Quantitative large scale gene expression profiling from human stem cell culture micro samples using multiplex pre-amplification

Abstract

Transcriptional profiling is a powerful tool to study biological mechanisms during stem cell differentiation and reprogramming. Genome-wide methods like microarrays or next generation sequencing are expensive, time consuming, and require special equipment and bioinformatics expertise. Quantitative RT-PCR remains one of today’s most widely accepted and used methods for analyzing gene expression in biological samples. However, limitations in the amount of starting materials often hinder the quantity and quality of information that could be obtained from a given sample. Here, we present a fast 4-step workflow allowing direct, column-free RNA isolation from limited human pluripotent stem cell (hPSC) cultures that is directly compatible with subsequent reverse transcription, target specific multiplex pre-amplification, and standard SYBR-Green quantitative PCR (qPCR) analysis.
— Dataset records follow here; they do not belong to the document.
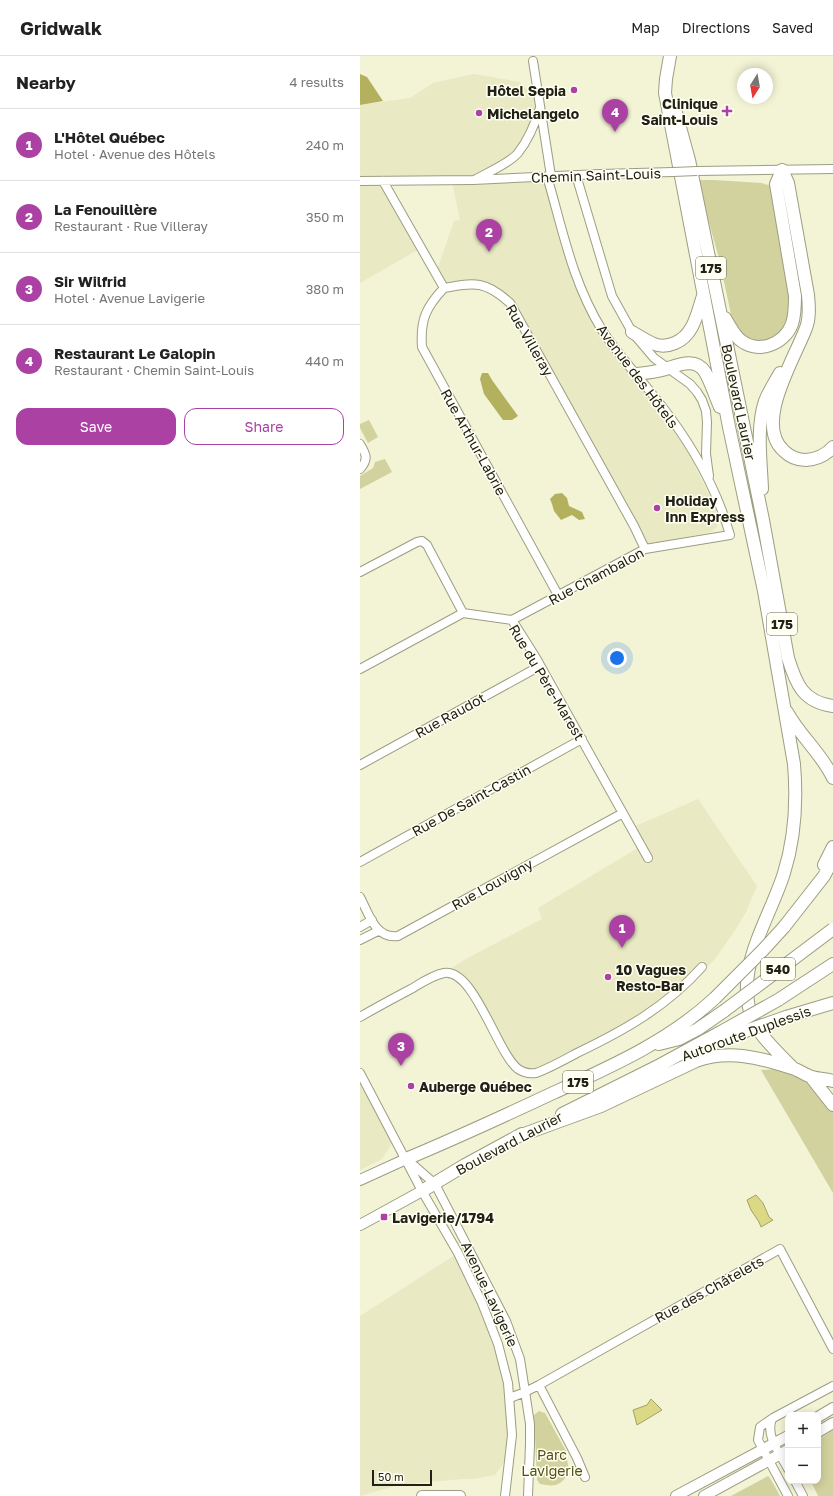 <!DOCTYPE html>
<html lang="en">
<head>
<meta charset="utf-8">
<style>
  :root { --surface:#fff; --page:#f2f2f2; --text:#222; --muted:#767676; --line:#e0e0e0; --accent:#ab42a3 }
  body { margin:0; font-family:"Golos Text",sans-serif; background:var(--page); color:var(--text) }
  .controls { position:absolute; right:12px; bottom:12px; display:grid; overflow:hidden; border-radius:8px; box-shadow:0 2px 10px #0003 }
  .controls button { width:36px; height:36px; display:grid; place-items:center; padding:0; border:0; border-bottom:1px solid var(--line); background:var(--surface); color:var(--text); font:20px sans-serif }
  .compass { position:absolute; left:377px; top:12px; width:36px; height:36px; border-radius:50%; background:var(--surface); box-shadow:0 2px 10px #0003; rotate:191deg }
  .scale { position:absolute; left:12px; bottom:10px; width:60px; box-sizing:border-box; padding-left:4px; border:2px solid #212116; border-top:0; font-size:11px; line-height:14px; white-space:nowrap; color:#212116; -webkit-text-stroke:3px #fffff3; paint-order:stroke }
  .you { position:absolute; left:257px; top:602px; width:14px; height:14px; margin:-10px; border:3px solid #fff; border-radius:50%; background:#1a73e8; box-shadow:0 0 0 6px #1a73e833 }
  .badge { display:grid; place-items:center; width:26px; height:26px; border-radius:50%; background:var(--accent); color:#fff; font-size:13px; font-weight:700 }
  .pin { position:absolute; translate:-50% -33px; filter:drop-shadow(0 1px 2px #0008) }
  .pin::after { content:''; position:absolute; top:21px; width:14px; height:12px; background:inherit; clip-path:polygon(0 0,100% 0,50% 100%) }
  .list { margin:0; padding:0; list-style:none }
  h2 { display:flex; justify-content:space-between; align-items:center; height:52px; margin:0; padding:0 16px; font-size:17px }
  h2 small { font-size:13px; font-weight:400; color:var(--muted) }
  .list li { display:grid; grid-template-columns:26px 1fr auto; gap:12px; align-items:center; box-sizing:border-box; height:72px; padding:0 16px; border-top:1px solid var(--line) }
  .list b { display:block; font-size:15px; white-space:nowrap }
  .list p { margin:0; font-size:13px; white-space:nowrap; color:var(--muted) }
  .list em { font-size:13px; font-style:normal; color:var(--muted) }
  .actions { display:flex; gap:8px; padding:12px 16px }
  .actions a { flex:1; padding:9px 0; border:1px solid var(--accent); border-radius:12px; text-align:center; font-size:14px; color:var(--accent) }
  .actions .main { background:var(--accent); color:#fff }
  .map { position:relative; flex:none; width:473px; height:1440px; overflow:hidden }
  header { display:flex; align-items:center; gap:24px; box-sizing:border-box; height:56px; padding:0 20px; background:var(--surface); border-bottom:1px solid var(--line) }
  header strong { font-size:19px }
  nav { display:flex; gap:22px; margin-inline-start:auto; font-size:14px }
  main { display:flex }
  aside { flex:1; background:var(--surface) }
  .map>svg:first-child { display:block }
  .built { fill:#e9e9c4 }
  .green { fill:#d2d29f }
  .forest { fill:#b3b15d }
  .water { fill:#dbd985; stroke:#a3a264 }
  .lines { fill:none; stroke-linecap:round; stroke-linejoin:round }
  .minor-casing { stroke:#9d9d81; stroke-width:10 }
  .major-casing { stroke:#9d9d81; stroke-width:12 }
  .highway-casing { stroke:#9d9d81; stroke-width:14 }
  .minor { stroke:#fff; stroke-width:8 }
  .major { stroke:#fff; stroke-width:10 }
  .highway { stroke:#fff; stroke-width:12 }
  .minor-bridge-casing { stroke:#9d9d81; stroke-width:10; stroke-linecap:butt }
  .highway-bridge-casing { stroke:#9d9d81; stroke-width:14; stroke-linecap:butt }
  .minor-bridge { stroke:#fff; stroke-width:8 }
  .highway-bridge { stroke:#fff; stroke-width:12 }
  .poi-dot { fill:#ab42a3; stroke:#fffff3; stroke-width:1.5 }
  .labels { text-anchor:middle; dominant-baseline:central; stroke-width:3; stroke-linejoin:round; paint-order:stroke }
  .shield { fill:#fffff3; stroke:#646458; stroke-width:1 }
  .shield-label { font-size:13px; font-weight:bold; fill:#212116 }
  .poi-label { font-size:14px; font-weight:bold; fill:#212116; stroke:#fffff3; text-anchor:start }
  .street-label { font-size:14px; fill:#212116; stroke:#fffff3 }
  .park-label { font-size:14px; fill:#524f0f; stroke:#fffff3 }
</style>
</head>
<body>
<header>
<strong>Gridwalk</strong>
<nav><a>Map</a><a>Directions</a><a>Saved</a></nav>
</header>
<main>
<aside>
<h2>Nearby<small>4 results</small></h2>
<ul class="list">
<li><span class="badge">1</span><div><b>L'Hôtel Québec</b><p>Hotel · Avenue des Hôtels</p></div><em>240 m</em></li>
<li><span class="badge">2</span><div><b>La Fenouillère</b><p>Restaurant · Rue Villeray</p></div><em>350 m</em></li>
<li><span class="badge">3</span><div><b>Sir Wilfrid</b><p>Hotel · Avenue Lavigerie</p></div><em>380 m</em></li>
<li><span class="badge">4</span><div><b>Restaurant Le Galopin</b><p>Restaurant · Chemin Saint-Louis</p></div><em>440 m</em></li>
</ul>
<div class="actions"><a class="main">Save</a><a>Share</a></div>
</aside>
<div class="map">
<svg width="473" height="1440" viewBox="0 0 473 1440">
  <rect width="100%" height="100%" fill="#f3f3d6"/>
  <path class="built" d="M114,18L160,26L181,49L157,98L114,124L191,120L189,145L213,226L226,255L237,273L303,358L329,398L353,447L358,461L357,471L351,476L297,487L285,493L150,247L123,229L84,232L76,217L94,165L100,164L92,125H23L61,192L0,227V49L50,42L73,27Z
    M338,743L397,830L386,856L376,873L355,903L330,929L316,941L180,1015L159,1013L105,927L84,917L104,904L182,863L178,852L281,790L271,772Z
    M0,1017L34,1084L22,1103L0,1114Z
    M98,1197L109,1220L148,1327L149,1399L135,1419L113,1423H103L38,1429L0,1440V1260Z"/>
  <path class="green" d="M337,124H354L402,127L407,129L408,128L412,134L431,254L424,273L410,284L396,286L383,280L373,268L359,202Z
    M9,364L18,381L8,387L0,372V368Z
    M25,403L32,416L0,433V420L13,412L15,406Z
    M416,1013L448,1024L473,1049V1137L401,1014Z
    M179,1355L185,1357L206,1395L209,1416C201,1430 195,1431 180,1428L177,1424L174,1359Z
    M473,1374V1440H458L451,1425H458V1384Z
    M408,1420L410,1422L420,1440H371Z"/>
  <path class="forest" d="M0,18L7,21L23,45L0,49Z
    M122,317H128L132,324L158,360L152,364H143L124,338L120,323Z
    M202,437L207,442L209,450L222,456L225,463L219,464L212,459L201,464L194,455L192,448L190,443L195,438Z"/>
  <path class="water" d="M396,1139L403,1147L409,1161L413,1164L401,1171L399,1166L391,1154L387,1144Z
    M291,1343L302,1354L277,1369L273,1354L287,1349Z"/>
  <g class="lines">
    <defs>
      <path id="minor" d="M173,5L191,120
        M337,115L473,113
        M216,119L252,240L272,276L294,302L330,328L337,336L342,344L346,355L347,366L346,398L349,420
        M116,123C127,117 150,107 158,97C169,83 175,68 180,52
        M0,125L113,124L240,118L313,116
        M23,125L84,232
        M84,232C115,226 126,225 150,247L274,470L285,493
        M84,232C66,251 60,264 62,291L198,539
        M0,388C6,398 9,403 0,413
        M0,516L57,486L62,485L67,489L103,557
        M103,557L152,564
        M152,564L285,493L370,479C356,430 329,384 297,344C279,321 258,299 242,274C212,225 203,175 187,120
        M152,564L176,602L288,802
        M0,613L103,557
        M0,709L180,610
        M0,806L222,683
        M0,841C9,858 15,883 38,880L263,757
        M0,871L12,864
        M0,884L18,875
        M0,961C17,951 34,942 51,933C61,927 73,919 84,917C114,912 137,997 158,1013C164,1017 169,1018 176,1017C190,1012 204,1004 217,997C265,974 306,951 342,911
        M0,1017L62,1135L98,1197L122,1247L138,1288L148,1327L152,1379L145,1440
        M50,1106L75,1128L146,1265L160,1303L170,1368V1388L168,1440
        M179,1329L217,1402L225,1421
        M150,1342L165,1336L179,1329L420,1193L473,1293
        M412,1363C405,1380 420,1397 428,1413
        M435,1425L443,1440
        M428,1440L398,1384L400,1371L413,1362L473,1330"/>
      <path id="major" d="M0,1124L46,1103
        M0,1169L62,1135
        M458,1361L473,1352
        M458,1376L473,1367
        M62,1440H100
        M316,1440L428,1380
        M344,1440L428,1394"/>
      <path id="highway" d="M310,0L306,23L305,37L369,371L404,535L434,708C437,744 435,782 424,817C409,866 365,925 400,976C409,989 421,1000 433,1012
        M315,53L329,104L403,464L428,602C436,628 443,646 473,650
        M422,114L428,127L448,239C449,250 450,262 446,272C435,302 393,368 424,395C430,401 438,404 446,404C457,403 466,399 473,391
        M365,262C369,269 373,277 379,283C397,299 424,289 432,268C435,259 435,249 435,240L416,128L422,114
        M272,276C279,280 286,285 294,288C302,291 308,290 315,287C334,279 337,257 343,240
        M277,318C285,317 294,316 302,314C316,310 335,300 345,316C351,326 355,340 360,351
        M402,433C401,405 396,372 405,345C409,335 415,326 420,317
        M427,656C440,680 462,698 473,722
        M464,809L473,791
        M424,871L464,820L473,803
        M418,944L473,908
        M426,961L473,947
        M299,988L319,983L338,973L364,955
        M451,1021L473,1049
        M202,1058L300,1009L359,977
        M156,1081L241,1050L336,1005C368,993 401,1002 432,1012C439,1014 445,1019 452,1021C458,1023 466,1023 473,1025
        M46,1103C96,1082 144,1060 193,1037C250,1011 309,985 355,942
        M62,1135L105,1109L162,1078"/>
    </defs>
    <use href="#minor" class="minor-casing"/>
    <use href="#major" class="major-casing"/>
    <use href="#highway" class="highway-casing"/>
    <use href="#minor" class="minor"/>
    <use href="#major" class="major"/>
    <use href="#highway" class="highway"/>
    <defs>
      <path id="minor-bridge" d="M313,116L337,115"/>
      <path id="highway-bridge" d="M355,942L403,894L424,871
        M364,955L473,873
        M359,977L418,944
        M360,984L426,961"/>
    </defs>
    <use href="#minor-bridge" class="minor-bridge-casing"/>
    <use href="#highway-bridge" class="highway-bridge-casing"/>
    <use href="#minor-bridge" class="minor-bridge"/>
    <use href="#highway-bridge" class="highway-bridge"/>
  </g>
  <g class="poi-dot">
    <circle cx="214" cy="34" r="4"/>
    <path d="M365 49h4v4h4v4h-4v4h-4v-4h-4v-4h4z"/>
    <circle cx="119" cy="57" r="4"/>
    <circle cx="297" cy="452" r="4"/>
    <circle cx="248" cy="921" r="4"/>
    <circle cx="51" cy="1030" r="4"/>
    <rect x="20" y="1157" width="8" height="8" rx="2"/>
  </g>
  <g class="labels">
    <g class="shield">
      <rect x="336" y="201" width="30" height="22" rx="3"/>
      <rect x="407" y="557" width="30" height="22" rx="3"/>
      <rect x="401" y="902" width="34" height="22" rx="3"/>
      <rect x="203" y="1015" width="30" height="22" rx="3"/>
    </g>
    <g class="shield-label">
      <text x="351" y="212">175</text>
      <text x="422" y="568">175</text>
      <text x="418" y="913">540</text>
      <text x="218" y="1026">175</text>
    </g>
    <g class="poi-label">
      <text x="206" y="34" text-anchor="end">Hôtel Sepia</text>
      <text x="358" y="47" text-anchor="end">Clinique<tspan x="358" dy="16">Saint-Louis</tspan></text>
      <text x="127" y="57">Michelangelo</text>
      <text x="305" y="444">Holiday<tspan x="305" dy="16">Inn Express</tspan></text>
      <text x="256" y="913">10 Vagues<tspan x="256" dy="16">Resto-Bar</tspan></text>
      <text x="59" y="1030">Auberge Québec</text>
      <text x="32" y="1161">Lavigerie/1794</text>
    </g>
    <g class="street-label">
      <text transform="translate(236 119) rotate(-2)">Chemin Saint-Louis</text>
      <text transform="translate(170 284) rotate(60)">Rue Villeray</text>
      <text transform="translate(278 320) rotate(53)">Avenue des Hôtels</text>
      <text transform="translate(379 346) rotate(78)">Boulevard Laurier</text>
      <text transform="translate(114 386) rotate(61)">Rue Arthur-Labrie</text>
      <text transform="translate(236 520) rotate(-28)">Rue Chambalon</text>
      <text transform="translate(187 626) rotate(59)">Rue du Père-Marest</text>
      <text transform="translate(90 659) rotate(-29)">Rue Raudot</text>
      <text transform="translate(111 744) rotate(-29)">Rue De Saint-Castin</text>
      <text transform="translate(132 828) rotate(-29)">Rue Louvigny</text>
      <text transform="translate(386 977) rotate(-20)">Autoroute Duplessis</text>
      <text transform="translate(149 1087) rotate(-28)">Boulevard Laurier</text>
      <text transform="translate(349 1233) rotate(-29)">Rue des Châtelets</text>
      <text transform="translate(130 1238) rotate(65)">Avenue Lavigerie</text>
    </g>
    <g class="park-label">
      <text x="192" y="1398">Parc<tspan x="192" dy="16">Lavigerie</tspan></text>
    </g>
  </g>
</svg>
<div class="controls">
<button>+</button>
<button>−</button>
</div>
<svg class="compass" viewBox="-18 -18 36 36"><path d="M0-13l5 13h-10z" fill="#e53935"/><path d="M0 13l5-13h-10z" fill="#767676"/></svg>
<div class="scale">50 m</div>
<div class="you"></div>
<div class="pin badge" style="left:262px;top:892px">1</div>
<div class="pin badge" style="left:129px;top:196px">2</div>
<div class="pin badge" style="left:41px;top:1010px">3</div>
<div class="pin badge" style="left:255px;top:76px">4</div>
</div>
</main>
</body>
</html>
The workflow delivers excellent correlations in normalized gene-expression data obtained from different samples of hPSCs over a wide range of cell numbers (500–50,000 cells). We demonstrate accurate and unbiased target gene quantification in limiting stem cell cultures which allows for monitoring embryoid body differentiation and induced pluripotent stem cell (iPSC) reprogramming. This method highlights a rapid and cost effective screening process, allowing reduction of culture formats and increase of processing throughputs for various stem cell applications.